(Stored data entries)

-- Opening Marker --

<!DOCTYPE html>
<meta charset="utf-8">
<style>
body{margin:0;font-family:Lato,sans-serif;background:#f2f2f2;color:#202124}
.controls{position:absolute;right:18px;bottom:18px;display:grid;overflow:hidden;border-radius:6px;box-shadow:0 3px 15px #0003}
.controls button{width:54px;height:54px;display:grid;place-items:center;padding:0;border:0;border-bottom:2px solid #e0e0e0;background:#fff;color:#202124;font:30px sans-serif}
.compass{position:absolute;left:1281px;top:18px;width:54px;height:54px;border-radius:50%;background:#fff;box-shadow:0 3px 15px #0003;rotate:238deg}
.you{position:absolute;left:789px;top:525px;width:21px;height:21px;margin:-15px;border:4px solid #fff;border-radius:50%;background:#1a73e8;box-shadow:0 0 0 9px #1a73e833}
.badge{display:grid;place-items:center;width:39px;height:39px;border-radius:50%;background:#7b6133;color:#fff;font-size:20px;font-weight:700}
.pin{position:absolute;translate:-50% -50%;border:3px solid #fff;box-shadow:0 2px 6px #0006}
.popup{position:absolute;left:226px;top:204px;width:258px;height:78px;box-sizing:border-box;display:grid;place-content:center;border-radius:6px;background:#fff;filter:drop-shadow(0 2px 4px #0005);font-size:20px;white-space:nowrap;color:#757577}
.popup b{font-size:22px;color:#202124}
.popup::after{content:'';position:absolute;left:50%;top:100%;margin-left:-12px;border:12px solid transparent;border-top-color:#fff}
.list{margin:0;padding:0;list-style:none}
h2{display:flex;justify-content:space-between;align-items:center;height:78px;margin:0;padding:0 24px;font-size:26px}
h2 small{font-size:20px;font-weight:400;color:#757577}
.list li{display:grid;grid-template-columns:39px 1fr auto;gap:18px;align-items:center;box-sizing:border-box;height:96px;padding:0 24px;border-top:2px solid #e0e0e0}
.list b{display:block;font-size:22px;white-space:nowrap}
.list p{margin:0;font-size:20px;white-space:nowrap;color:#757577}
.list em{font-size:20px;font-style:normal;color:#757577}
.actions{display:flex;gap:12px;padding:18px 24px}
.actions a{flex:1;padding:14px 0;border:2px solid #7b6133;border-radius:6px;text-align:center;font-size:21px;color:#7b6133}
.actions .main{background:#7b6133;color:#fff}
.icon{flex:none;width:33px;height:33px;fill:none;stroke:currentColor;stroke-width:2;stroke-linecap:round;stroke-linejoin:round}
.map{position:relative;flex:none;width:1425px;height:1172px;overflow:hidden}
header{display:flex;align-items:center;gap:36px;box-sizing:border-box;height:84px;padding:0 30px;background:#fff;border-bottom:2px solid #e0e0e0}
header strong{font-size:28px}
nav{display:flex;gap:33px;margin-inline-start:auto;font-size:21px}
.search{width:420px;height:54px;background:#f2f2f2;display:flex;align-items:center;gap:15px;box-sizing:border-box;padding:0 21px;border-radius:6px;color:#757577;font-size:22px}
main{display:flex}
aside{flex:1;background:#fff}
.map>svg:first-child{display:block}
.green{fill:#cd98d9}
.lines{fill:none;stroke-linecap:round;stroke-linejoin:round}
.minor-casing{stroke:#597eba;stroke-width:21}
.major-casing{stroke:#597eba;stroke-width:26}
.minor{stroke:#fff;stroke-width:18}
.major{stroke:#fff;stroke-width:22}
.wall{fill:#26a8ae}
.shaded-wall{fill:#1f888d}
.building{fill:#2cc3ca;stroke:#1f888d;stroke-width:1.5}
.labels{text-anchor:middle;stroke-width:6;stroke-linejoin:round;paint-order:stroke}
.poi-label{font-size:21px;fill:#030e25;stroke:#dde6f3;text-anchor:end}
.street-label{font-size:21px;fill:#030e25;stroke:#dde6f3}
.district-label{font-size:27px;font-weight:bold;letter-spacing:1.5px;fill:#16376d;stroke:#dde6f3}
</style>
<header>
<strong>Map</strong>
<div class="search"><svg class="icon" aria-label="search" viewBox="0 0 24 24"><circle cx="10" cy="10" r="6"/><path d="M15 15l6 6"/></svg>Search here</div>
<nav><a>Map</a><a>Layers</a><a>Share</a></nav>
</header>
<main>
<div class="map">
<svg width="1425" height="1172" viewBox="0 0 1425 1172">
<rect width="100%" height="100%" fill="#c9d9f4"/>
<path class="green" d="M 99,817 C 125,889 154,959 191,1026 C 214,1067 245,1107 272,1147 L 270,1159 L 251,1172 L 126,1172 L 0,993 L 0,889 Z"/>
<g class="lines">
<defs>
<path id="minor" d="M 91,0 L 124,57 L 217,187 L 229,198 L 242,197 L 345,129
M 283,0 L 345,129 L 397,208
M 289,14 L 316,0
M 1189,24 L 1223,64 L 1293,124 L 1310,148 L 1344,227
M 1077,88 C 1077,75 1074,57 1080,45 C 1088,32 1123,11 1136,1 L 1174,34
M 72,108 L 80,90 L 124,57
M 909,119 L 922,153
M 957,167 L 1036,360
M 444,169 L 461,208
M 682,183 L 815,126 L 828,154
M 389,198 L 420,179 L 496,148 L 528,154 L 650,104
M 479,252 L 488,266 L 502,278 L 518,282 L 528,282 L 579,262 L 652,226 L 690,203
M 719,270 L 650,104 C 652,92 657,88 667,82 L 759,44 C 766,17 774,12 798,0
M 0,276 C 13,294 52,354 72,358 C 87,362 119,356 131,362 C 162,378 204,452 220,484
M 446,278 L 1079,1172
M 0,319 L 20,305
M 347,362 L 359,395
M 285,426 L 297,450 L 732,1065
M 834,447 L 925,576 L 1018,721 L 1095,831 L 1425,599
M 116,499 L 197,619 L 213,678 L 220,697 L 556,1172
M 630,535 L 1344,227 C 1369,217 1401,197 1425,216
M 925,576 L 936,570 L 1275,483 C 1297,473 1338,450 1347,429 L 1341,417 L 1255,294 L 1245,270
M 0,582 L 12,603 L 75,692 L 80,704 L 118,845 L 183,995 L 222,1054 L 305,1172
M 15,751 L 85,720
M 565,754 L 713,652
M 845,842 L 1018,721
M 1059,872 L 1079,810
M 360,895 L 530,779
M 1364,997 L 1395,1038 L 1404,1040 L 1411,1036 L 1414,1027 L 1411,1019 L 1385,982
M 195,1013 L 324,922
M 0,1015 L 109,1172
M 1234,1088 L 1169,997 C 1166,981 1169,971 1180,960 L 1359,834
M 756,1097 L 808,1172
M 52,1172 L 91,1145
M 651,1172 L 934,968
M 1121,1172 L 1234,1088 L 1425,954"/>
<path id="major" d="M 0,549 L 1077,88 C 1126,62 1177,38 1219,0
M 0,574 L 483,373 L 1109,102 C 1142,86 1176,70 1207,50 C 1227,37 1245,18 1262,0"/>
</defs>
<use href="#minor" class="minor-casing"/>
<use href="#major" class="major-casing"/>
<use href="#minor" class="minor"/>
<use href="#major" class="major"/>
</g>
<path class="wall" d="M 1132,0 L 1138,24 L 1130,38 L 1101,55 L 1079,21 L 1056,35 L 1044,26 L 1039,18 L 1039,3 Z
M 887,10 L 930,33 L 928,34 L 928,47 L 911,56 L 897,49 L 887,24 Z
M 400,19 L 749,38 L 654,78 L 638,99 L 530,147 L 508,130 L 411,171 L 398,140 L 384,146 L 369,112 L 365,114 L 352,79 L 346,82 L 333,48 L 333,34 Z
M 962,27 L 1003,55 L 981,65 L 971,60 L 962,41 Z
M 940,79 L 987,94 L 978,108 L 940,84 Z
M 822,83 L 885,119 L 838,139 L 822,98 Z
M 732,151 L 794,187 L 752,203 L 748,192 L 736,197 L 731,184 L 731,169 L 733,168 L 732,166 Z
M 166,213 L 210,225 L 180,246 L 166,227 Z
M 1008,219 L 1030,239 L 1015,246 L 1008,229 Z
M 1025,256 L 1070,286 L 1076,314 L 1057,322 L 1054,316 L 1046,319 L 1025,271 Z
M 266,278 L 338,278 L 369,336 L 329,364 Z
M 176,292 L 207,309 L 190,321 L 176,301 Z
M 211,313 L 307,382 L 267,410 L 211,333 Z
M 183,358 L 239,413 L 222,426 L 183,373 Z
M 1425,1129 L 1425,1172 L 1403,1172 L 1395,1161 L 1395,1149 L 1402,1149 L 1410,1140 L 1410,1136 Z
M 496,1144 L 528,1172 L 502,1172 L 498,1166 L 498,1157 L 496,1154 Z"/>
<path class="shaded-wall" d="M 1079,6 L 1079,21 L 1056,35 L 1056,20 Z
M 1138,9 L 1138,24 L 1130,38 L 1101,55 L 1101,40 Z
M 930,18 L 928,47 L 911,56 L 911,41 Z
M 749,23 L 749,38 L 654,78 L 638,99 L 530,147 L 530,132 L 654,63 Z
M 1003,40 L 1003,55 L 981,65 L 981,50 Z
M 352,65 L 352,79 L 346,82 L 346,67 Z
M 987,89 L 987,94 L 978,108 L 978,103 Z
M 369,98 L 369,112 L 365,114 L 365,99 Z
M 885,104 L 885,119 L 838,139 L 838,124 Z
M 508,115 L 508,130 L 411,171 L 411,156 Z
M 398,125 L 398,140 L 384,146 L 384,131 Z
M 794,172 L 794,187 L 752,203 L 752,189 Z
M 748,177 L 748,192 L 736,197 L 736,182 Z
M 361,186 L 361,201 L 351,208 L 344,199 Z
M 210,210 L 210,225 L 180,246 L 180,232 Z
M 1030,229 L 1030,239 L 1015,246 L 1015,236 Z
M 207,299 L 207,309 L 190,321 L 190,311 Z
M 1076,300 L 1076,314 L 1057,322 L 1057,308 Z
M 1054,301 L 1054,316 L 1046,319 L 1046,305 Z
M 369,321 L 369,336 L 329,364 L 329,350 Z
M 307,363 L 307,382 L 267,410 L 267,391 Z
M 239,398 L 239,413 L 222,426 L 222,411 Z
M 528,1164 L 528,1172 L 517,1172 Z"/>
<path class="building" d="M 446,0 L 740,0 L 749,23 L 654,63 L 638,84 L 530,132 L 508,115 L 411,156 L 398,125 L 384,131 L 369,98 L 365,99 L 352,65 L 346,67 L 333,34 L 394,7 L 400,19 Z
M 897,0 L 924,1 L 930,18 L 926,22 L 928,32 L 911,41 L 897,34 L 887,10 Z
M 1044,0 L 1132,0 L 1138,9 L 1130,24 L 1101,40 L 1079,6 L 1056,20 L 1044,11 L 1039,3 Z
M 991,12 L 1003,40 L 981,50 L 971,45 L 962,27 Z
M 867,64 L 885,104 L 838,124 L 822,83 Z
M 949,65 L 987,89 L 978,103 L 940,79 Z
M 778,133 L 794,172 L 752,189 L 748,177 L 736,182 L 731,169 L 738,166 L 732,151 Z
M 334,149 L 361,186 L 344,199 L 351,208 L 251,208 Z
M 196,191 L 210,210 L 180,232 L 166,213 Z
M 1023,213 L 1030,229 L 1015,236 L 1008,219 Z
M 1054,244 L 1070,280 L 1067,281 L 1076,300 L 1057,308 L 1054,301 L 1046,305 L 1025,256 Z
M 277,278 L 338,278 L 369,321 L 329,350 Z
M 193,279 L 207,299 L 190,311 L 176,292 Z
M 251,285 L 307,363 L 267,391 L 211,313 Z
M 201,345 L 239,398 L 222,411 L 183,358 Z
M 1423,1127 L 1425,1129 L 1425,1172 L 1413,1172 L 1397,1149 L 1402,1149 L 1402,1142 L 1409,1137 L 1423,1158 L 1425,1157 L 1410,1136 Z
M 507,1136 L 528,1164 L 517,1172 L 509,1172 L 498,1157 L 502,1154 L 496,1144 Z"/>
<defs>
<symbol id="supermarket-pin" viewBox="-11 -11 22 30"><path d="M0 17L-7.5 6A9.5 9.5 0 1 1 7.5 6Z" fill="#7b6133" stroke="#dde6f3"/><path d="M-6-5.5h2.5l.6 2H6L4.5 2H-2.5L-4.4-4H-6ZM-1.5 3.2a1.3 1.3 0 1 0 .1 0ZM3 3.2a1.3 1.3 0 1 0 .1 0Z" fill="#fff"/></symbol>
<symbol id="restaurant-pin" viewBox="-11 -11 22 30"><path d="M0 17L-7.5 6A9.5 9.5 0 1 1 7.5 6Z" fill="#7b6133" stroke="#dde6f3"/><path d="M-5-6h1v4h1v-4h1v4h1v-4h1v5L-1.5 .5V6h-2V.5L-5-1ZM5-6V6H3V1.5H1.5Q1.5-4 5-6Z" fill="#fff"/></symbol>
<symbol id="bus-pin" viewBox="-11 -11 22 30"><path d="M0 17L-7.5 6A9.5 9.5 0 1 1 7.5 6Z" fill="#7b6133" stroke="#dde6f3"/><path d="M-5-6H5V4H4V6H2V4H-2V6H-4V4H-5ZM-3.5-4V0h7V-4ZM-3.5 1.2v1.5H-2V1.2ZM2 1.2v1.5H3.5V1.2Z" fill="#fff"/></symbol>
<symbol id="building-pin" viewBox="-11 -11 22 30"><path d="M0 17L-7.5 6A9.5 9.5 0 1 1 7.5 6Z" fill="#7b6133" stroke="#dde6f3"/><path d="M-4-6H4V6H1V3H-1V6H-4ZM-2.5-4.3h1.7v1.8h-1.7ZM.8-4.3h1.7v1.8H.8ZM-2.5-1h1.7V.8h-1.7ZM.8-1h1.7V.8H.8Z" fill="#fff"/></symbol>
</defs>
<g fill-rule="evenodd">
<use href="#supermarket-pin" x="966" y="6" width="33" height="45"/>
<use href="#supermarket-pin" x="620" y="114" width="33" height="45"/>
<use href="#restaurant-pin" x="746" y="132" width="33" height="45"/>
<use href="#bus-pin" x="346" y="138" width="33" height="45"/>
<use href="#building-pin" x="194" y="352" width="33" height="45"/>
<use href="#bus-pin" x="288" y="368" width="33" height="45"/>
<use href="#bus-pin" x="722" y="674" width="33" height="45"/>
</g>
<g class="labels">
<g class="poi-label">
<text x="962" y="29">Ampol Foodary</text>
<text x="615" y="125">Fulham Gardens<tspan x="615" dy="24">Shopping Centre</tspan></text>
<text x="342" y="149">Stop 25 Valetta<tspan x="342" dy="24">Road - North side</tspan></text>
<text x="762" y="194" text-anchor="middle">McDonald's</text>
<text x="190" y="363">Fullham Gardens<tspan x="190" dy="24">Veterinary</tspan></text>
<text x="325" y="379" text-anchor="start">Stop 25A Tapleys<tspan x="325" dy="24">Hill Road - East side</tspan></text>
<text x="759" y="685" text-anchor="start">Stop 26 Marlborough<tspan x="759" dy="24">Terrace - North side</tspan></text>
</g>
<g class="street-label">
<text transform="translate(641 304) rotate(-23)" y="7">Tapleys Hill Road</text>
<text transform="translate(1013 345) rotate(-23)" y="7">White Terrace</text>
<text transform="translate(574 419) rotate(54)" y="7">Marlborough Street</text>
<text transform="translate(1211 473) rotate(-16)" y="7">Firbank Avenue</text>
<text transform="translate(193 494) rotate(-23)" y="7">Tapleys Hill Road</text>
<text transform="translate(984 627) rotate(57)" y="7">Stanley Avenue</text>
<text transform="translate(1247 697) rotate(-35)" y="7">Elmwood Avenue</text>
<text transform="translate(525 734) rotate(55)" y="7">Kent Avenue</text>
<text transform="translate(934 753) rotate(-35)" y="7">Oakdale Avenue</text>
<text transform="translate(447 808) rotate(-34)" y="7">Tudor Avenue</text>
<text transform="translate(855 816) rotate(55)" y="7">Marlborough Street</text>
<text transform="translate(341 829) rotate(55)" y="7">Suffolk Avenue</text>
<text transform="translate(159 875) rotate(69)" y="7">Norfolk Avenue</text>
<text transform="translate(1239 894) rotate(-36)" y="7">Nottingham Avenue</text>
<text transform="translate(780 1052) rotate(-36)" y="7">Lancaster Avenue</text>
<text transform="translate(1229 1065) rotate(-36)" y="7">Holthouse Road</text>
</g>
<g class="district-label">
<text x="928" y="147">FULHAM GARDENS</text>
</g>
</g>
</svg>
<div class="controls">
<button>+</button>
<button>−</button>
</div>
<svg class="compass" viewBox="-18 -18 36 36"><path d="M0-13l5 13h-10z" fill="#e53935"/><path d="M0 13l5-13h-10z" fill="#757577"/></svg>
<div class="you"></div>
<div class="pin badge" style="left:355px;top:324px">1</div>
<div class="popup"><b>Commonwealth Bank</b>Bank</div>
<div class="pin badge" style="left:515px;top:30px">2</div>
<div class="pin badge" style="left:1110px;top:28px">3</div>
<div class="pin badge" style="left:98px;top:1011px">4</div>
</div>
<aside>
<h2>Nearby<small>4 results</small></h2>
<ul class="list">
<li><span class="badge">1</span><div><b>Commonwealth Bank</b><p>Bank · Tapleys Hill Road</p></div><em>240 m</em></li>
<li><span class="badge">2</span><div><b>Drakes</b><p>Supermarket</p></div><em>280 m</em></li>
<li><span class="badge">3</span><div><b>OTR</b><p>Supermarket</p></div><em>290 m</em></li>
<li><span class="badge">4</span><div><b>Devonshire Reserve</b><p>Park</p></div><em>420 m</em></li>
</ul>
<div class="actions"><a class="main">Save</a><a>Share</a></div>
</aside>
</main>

-- Closing Marker --

--- Task brief ---
Find the line with "M 183,358 L 239,413 L 222,426 L 183,373 Z" in the entries above. Retype it and each line after it, exactly, through the line with "M 1423,1127 L", and stop there.

--- Exercise solution ---
M 183,358 L 239,413 L 222,426 L 183,373 Z
M 1425,1129 L 1425,1172 L 1403,1172 L 1395,1161 L 1395,1149 L 1402,1149 L 1410,1140 L 1410,1136 Z
M 496,1144 L 528,1172 L 502,1172 L 498,1166 L 498,1157 L 496,1154 Z"/>
<path class="shaded-wall" d="M 1079,6 L 1079,21 L 1056,35 L 1056,20 Z
M 1138,9 L 1138,24 L 1130,38 L 1101,55 L 1101,40 Z
M 930,18 L 928,47 L 911,56 L 911,41 Z
M 749,23 L 749,38 L 654,78 L 638,99 L 530,147 L 530,132 L 654,63 Z
M 1003,40 L 1003,55 L 981,65 L 981,50 Z
M 352,65 L 352,79 L 346,82 L 346,67 Z
M 987,89 L 987,94 L 978,108 L 978,103 Z
M 369,98 L 369,112 L 365,114 L 365,99 Z
M 885,104 L 885,119 L 838,139 L 838,124 Z
M 508,115 L 508,130 L 411,171 L 411,156 Z
M 398,125 L 398,140 L 384,146 L 384,131 Z
M 794,172 L 794,187 L 752,203 L 752,189 Z
M 748,177 L 748,192 L 736,197 L 736,182 Z
M 361,186 L 361,201 L 351,208 L 344,199 Z
M 210,210 L 210,225 L 180,246 L 180,232 Z
M 1030,229 L 1030,239 L 1015,246 L 1015,236 Z
M 207,299 L 207,309 L 190,321 L 190,311 Z
M 1076,300 L 1076,314 L 1057,322 L 1057,308 Z
M 1054,301 L 1054,316 L 1046,319 L 1046,305 Z
M 369,321 L 369,336 L 329,364 L 329,350 Z
M 307,363 L 307,382 L 267,410 L 267,391 Z
M 239,398 L 239,413 L 222,426 L 222,411 Z
M 528,1164 L 528,1172 L 517,1172 Z"/>
<path class="building" d="M 446,0 L 740,0 L 749,23 L 654,63 L 638,84 L 530,132 L 508,115 L 411,156 L 398,125 L 384,131 L 369,98 L 365,99 L 352,65 L 346,67 L 333,34 L 394,7 L 400,19 Z
M 897,0 L 924,1 L 930,18 L 926,22 L 928,32 L 911,41 L 897,34 L 887,10 Z
M 1044,0 L 1132,0 L 1138,9 L 1130,24 L 1101,40 L 1079,6 L 1056,20 L 1044,11 L 1039,3 Z
M 991,12 L 1003,40 L 981,50 L 971,45 L 962,27 Z
M 867,64 L 885,104 L 838,124 L 822,83 Z
M 949,65 L 987,89 L 978,103 L 940,79 Z
M 778,133 L 794,172 L 752,189 L 748,177 L 736,182 L 731,169 L 738,166 L 732,151 Z
M 334,149 L 361,186 L 344,199 L 351,208 L 251,208 Z
M 196,191 L 210,210 L 180,232 L 166,213 Z
M 1023,213 L 1030,229 L 1015,236 L 1008,219 Z
M 1054,244 L 1070,280 L 1067,281 L 1076,300 L 1057,308 L 1054,301 L 1046,305 L 1025,256 Z
M 277,278 L 338,278 L 369,321 L 329,350 Z
M 193,279 L 207,299 L 190,311 L 176,292 Z
M 251,285 L 307,363 L 267,391 L 211,313 Z
M 201,345 L 239,398 L 222,411 L 183,358 Z
M 1423,1127 L 1425,1129 L 1425,1172 L 1413,1172 L 1397,1149 L 1402,1149 L 1402,1142 L 1409,1137 L 1423,1158 L 1425,1157 L 1410,1136 Z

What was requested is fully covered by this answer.